● **TASK DETAILS**:
Where does the word "buttons" show up in the data? Please find each such line and copy it.

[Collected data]
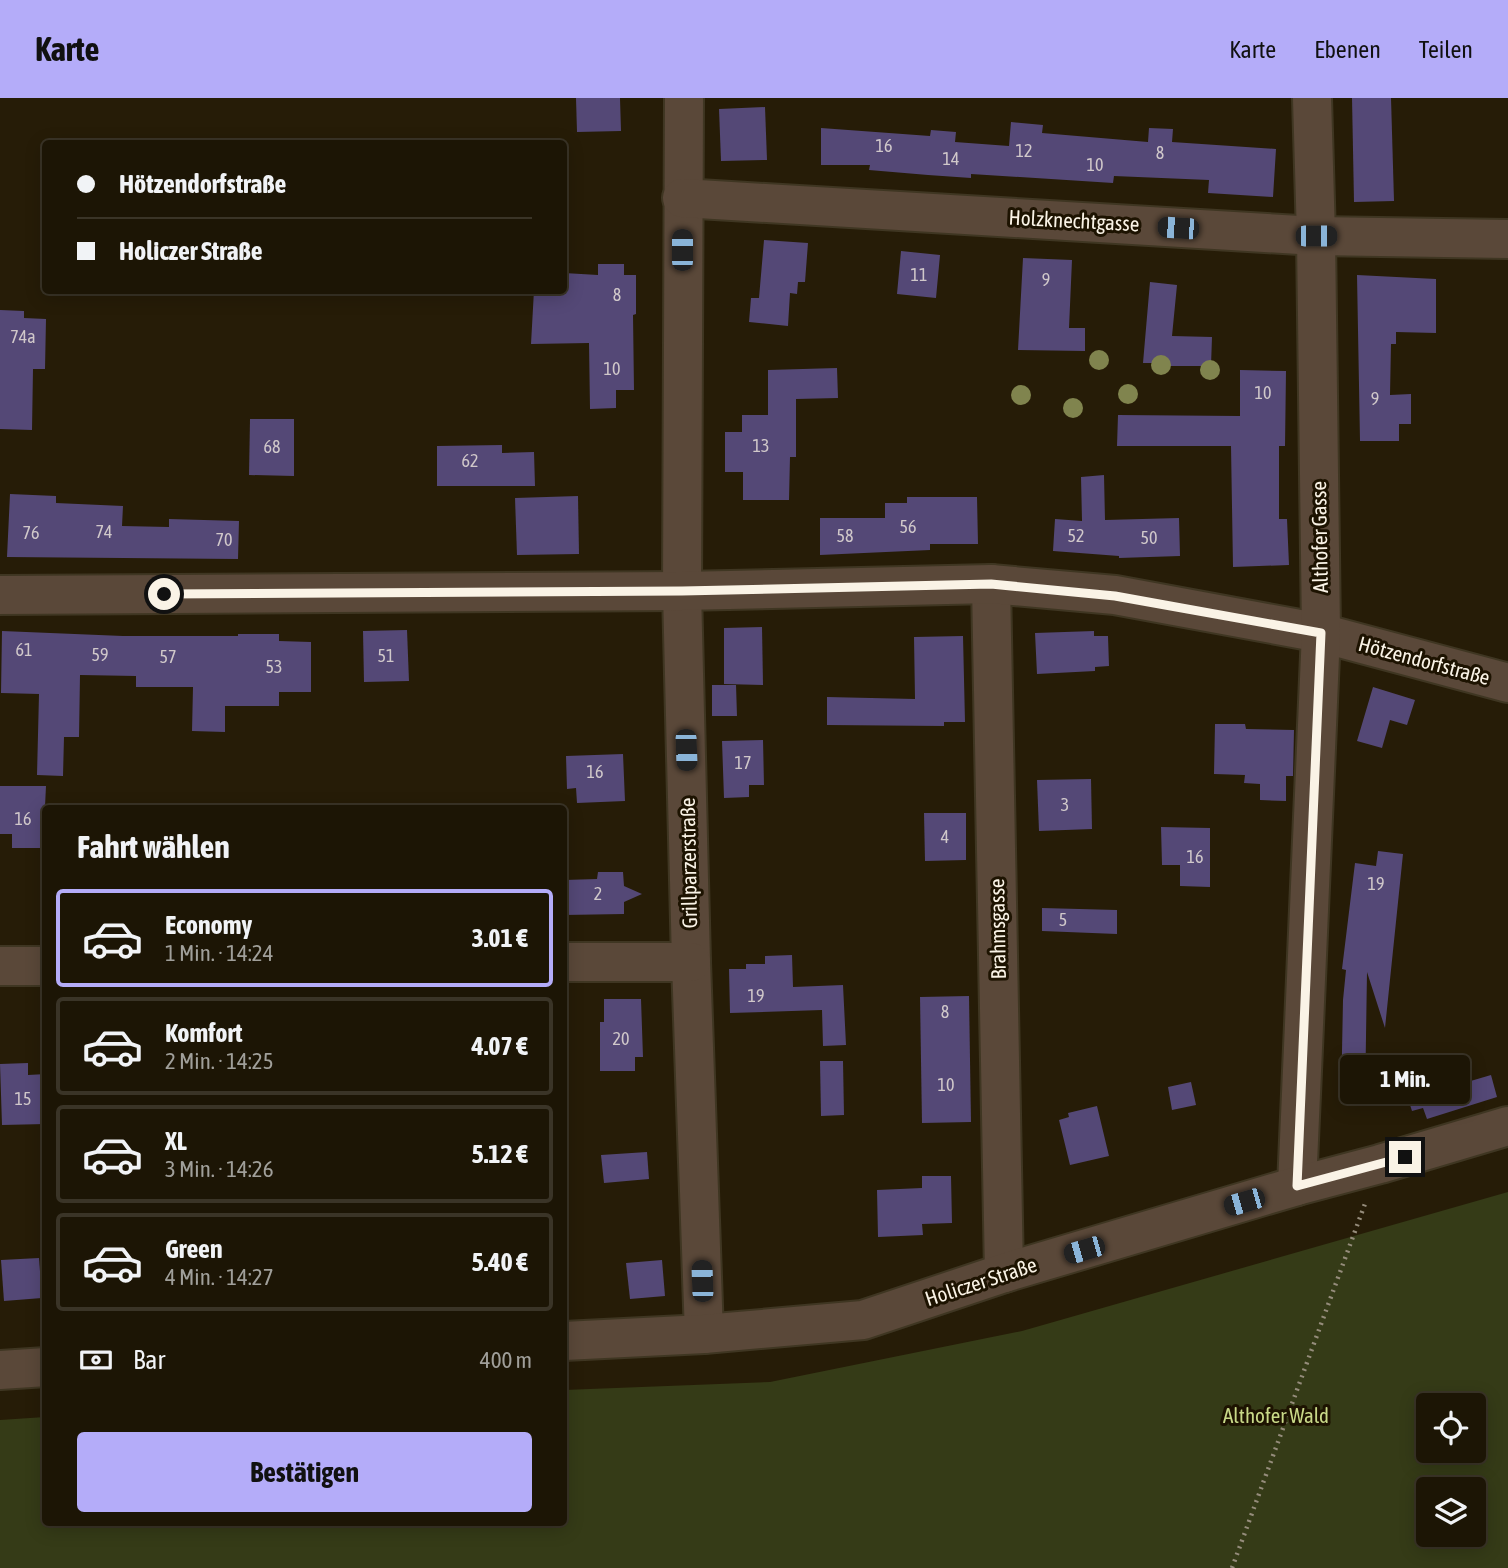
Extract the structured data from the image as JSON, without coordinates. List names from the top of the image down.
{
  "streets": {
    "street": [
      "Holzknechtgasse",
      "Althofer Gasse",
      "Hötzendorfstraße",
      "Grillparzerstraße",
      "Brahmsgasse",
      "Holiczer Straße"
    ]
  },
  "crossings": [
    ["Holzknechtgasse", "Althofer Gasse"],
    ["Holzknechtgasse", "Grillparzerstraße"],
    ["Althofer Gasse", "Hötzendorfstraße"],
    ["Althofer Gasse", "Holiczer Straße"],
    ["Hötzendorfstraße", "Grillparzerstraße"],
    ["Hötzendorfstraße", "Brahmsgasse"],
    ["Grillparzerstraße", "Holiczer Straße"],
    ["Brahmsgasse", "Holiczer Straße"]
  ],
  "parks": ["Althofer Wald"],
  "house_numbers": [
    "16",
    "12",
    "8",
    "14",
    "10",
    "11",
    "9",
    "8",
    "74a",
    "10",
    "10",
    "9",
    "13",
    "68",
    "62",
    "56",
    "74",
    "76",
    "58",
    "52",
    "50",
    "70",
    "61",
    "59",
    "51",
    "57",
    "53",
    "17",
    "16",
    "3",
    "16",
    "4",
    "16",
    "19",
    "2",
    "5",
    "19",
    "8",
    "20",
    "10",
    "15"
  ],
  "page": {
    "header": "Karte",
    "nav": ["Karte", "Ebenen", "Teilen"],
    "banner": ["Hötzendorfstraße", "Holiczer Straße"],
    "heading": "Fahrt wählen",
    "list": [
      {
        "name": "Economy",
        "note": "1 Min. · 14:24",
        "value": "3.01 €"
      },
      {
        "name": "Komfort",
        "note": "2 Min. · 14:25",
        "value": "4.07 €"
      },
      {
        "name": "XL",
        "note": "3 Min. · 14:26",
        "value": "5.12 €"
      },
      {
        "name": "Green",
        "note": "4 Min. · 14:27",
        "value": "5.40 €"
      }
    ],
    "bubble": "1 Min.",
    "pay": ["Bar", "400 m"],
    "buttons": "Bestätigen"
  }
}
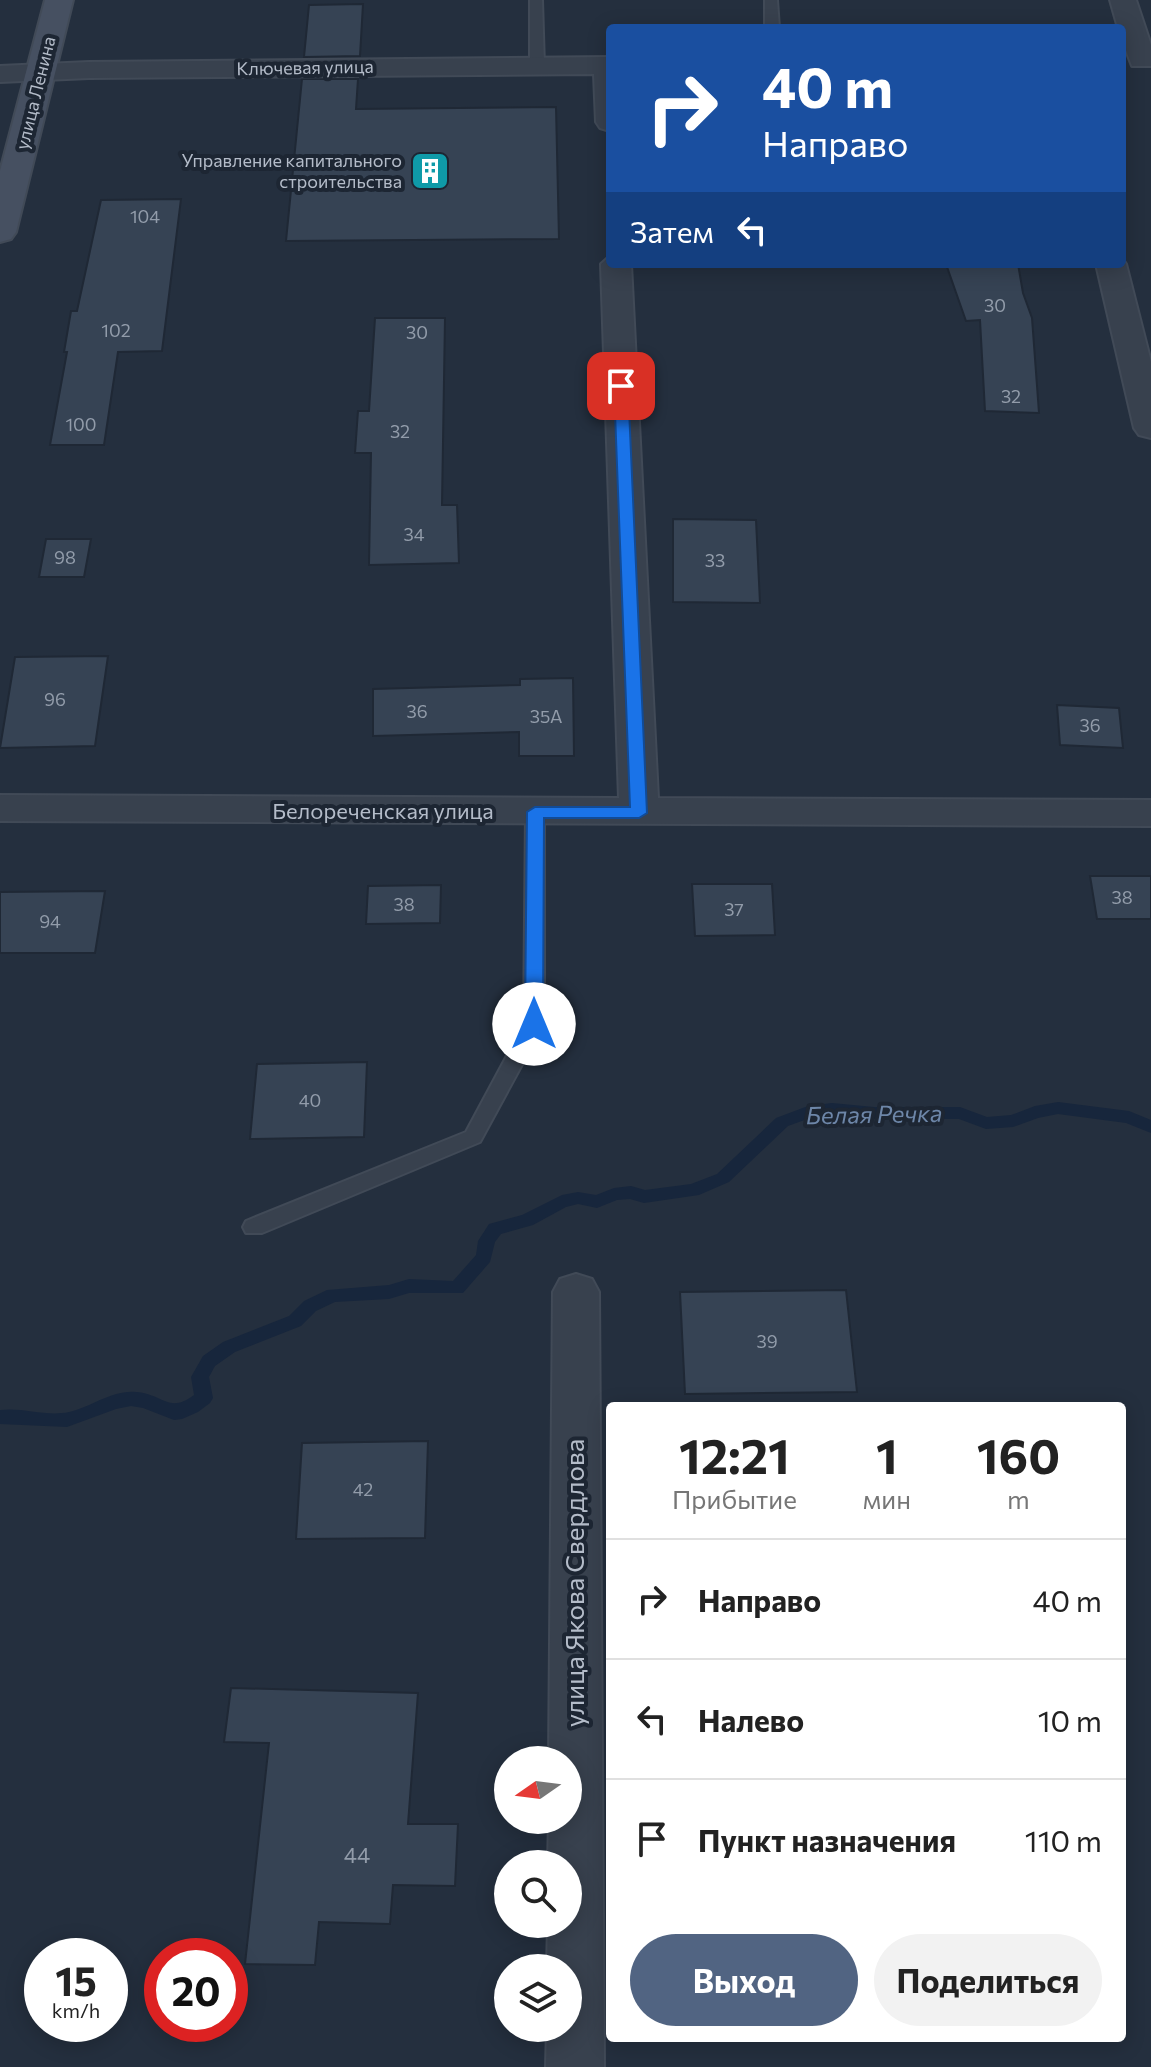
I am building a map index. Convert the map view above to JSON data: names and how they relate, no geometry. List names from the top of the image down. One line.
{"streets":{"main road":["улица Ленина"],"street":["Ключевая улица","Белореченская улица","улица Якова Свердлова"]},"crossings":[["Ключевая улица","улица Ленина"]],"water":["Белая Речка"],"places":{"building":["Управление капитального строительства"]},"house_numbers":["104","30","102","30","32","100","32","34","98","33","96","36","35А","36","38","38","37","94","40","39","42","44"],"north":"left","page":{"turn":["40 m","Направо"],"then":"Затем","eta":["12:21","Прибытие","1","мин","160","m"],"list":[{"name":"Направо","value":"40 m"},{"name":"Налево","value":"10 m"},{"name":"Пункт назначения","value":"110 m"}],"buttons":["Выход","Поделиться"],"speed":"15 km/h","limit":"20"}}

● **WORKED SOLUTION**:
    "buttons": "Bestätigen"
{"streets":{"main road":["улица Ленина"],"street":["Ключевая улица","Белореченская улица","улица Якова Свердлова"]},"crossings":[["Ключевая улица","улица Ленина"]],"water":["Белая Речка"],"places":{"building":["Управление капитального строительства"]},"house_numbers":["104","30","102","30","32","100","32","34","98","33","96","36","35А","36","38","38","37","94","40","39","42","44"],"north":"left","page":{"turn":["40 m","Направо"],"then":"Затем","eta":["12:21","Прибытие","1","мин","160","m"],"list":[{"name":"Направо","value":"40 m"},{"name":"Налево","value":"10 m"},{"name":"Пункт назначения","value":"110 m"}],"buttons":["Выход","Поделиться"],"speed":"15 km/h","limit":"20"}}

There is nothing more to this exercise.